Earth Matters: The birds and the bees and 5G

The Island Now

The 1962 publication of biologist Rachel Carson’s book, “Silent Spring,” has been widely recognized as the birth of the modern environmental movement.

Through her exquisite writing and scientific documentation of the devastating effects of pesticides on all living things, she was able to capture the attention of the public, and more importantly, decision-makers.

In early 1970, as a result of heightened public concerns about the deteriorating natural environment and increased pollution, President Richard Nixon presented Congress with a groundbreaking 37-point message and proposal for a program to step up the protection of the environment.

A newly created council to oversee this program developed a plan to consolidate many federal environmental responsibilities into a new agency.

The agency would have the capacity to do research on important pollutants, and on the impact of these pollutants on the total environment. In coordination with other federal agencies, it would monitor the condition of the environment – biological as well as physical.

The agency would also be able, in coordination with state agencies, to set and enforce standards for air and water quality and for individual pollutants. On December 2, 1970 the Environmental Protection Agency was founded.

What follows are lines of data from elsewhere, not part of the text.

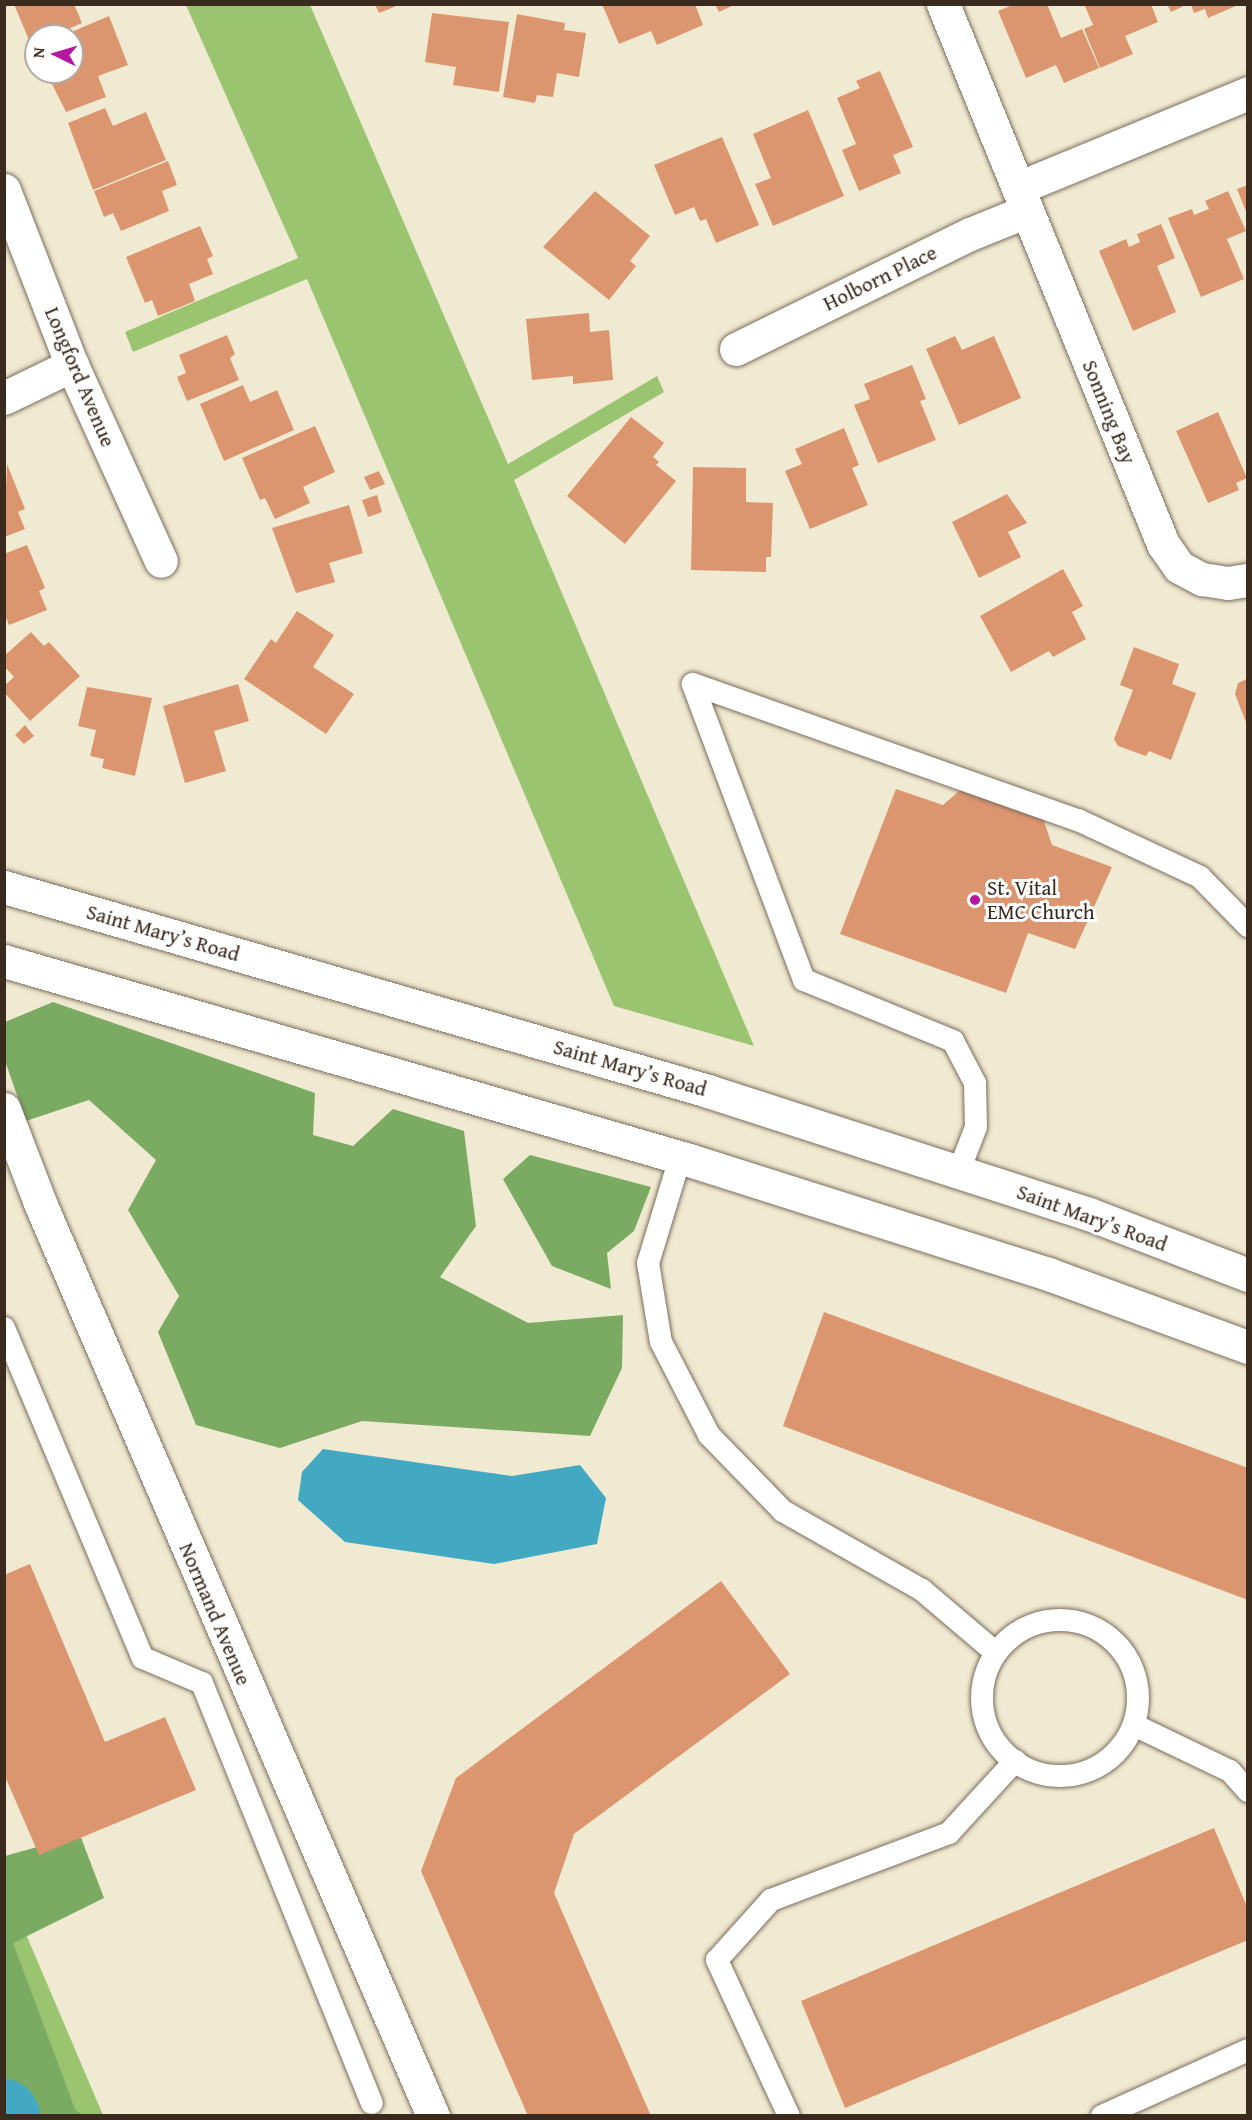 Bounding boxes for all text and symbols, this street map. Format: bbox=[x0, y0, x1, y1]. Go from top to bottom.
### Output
north arrow bbox=[24, 24, 84, 84]
text: N bbox=[26, 46, 50, 59]
street label: Holborn Place bbox=[819, 240, 941, 316]
street label: Longford Avenue bbox=[39, 303, 121, 451]
street label: Sonning Bay bbox=[1077, 356, 1141, 468]
place label: St. Vital EMC Church bbox=[987, 875, 1095, 925]
marker: St. Vital EMC Church bbox=[968, 893, 982, 907]
street label: Saint Mary’s Road bbox=[84, 899, 242, 967]
street label: Saint Mary’s Road bbox=[551, 1034, 709, 1102]
street label: Saint Mary’s Road bbox=[1013, 1179, 1171, 1257]
street label: Normand Avenue bbox=[174, 1539, 256, 1689]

Today, one of the most significant and widespread emerging individual pollutants is radiofrequency microwave radiation or RFR. In 1982, the Environmental Protection Agency’s Office of Radiation Programs, which had been studying the non-thermal or biological effects of wireless radiation almost since the birth of the agency, announced that it was developing a federal guidance to limit the public’s exposure.

It began the process of doing an extensive analysis of the current science at the time and produced a report entitled “Biological Effects of Radiofrequency Radiation.”

Meanwhile, the telecommunications industry had become a powerful lobby, and in 1996, a heavily-industry-influenced Telecommunications Act was passed in Congress and signed by President Clinton, taking away many of the rights of citizens to protect themselves from RFR.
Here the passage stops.